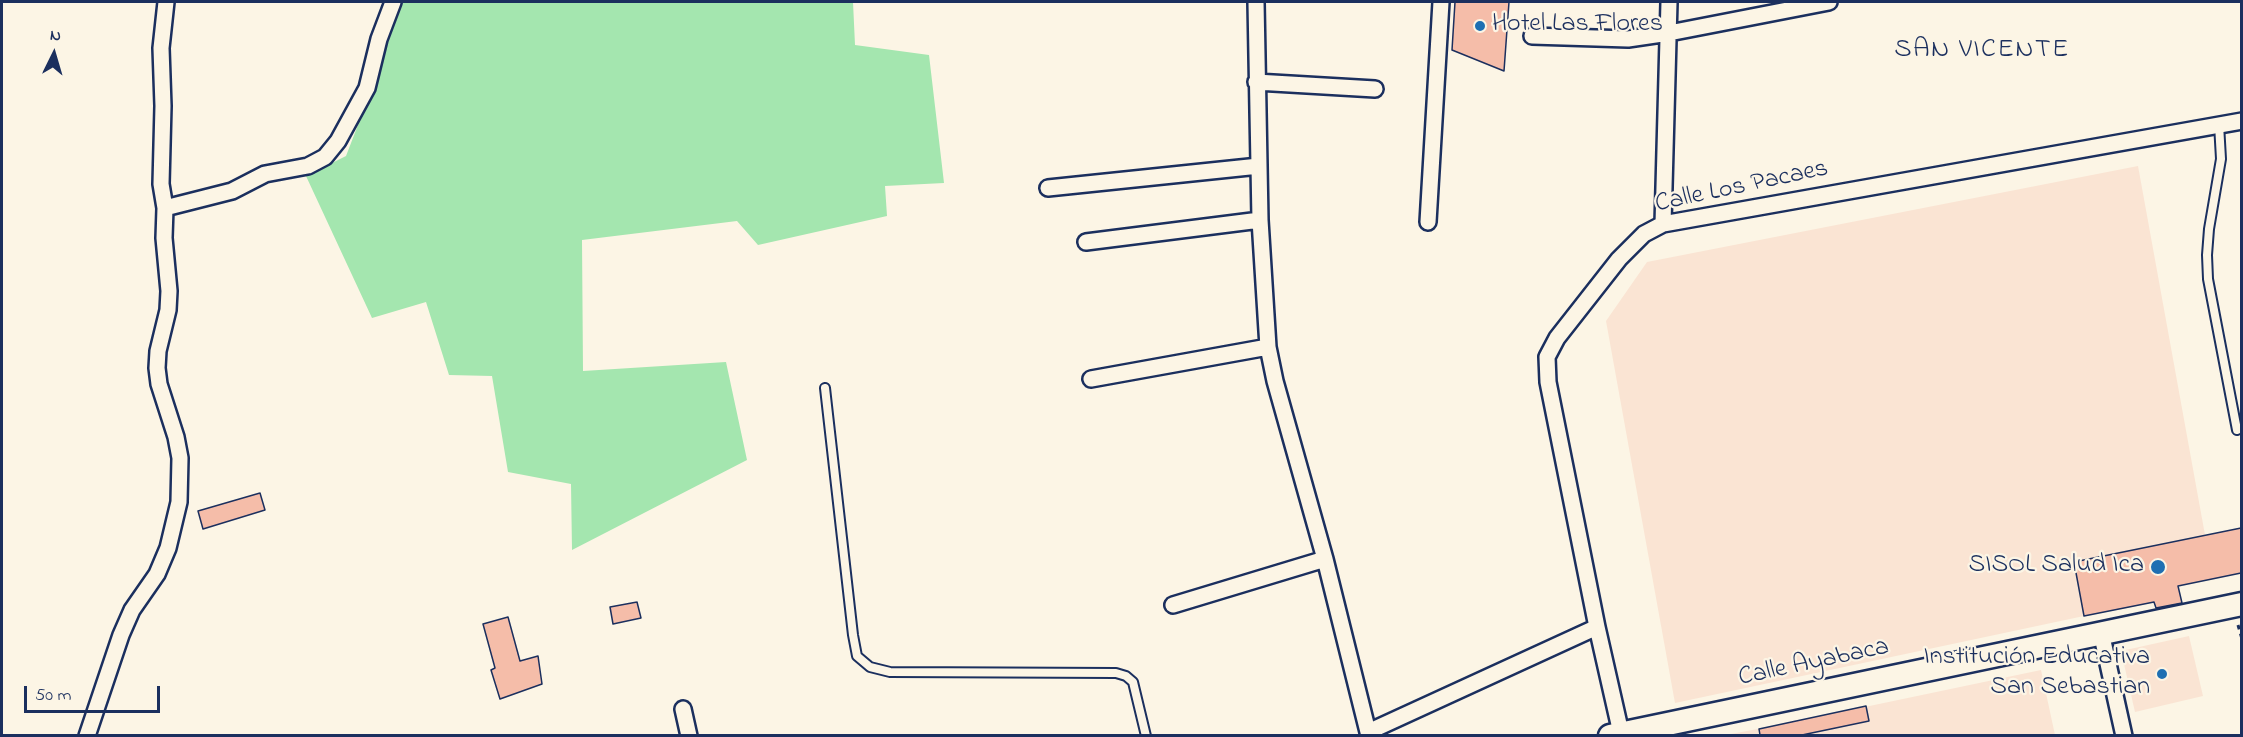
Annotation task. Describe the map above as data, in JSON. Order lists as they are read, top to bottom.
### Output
{
  "streets": {
    "main road": ["Calle Ayabaca"],
    "street": ["Calle Los Pacaes"]
  },
  "crossings": [
    ["Calle Los Pacaes", "Calle Ayabaca"]
  ],
  "districts": ["SAN VICENTE"],
  "places": ["Hotel Las Flores", "SISOL Salud Ica", "Institución Educativa San Sebastian"],
  "scale_bar": "50 m",
  "north": "top"
}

— Exercise prompt —
Text only, please: give the listing again word for word with no images.

— Response area —
Annotation task. Describe the map above as data, in JSON. Order lists as they are read, top to bottom.
### Output
{
  "streets": {
    "main road": ["Calle Ayabaca"],
    "street": ["Calle Los Pacaes"]
  },
  "crossings": [
    ["Calle Los Pacaes", "Calle Ayabaca"]
  ],
  "districts": ["SAN VICENTE"],
  "places": ["Hotel Las Flores", "SISOL Salud Ica", "Institución Educativa San Sebastian"],
  "scale_bar": "50 m",
  "north": "top"
}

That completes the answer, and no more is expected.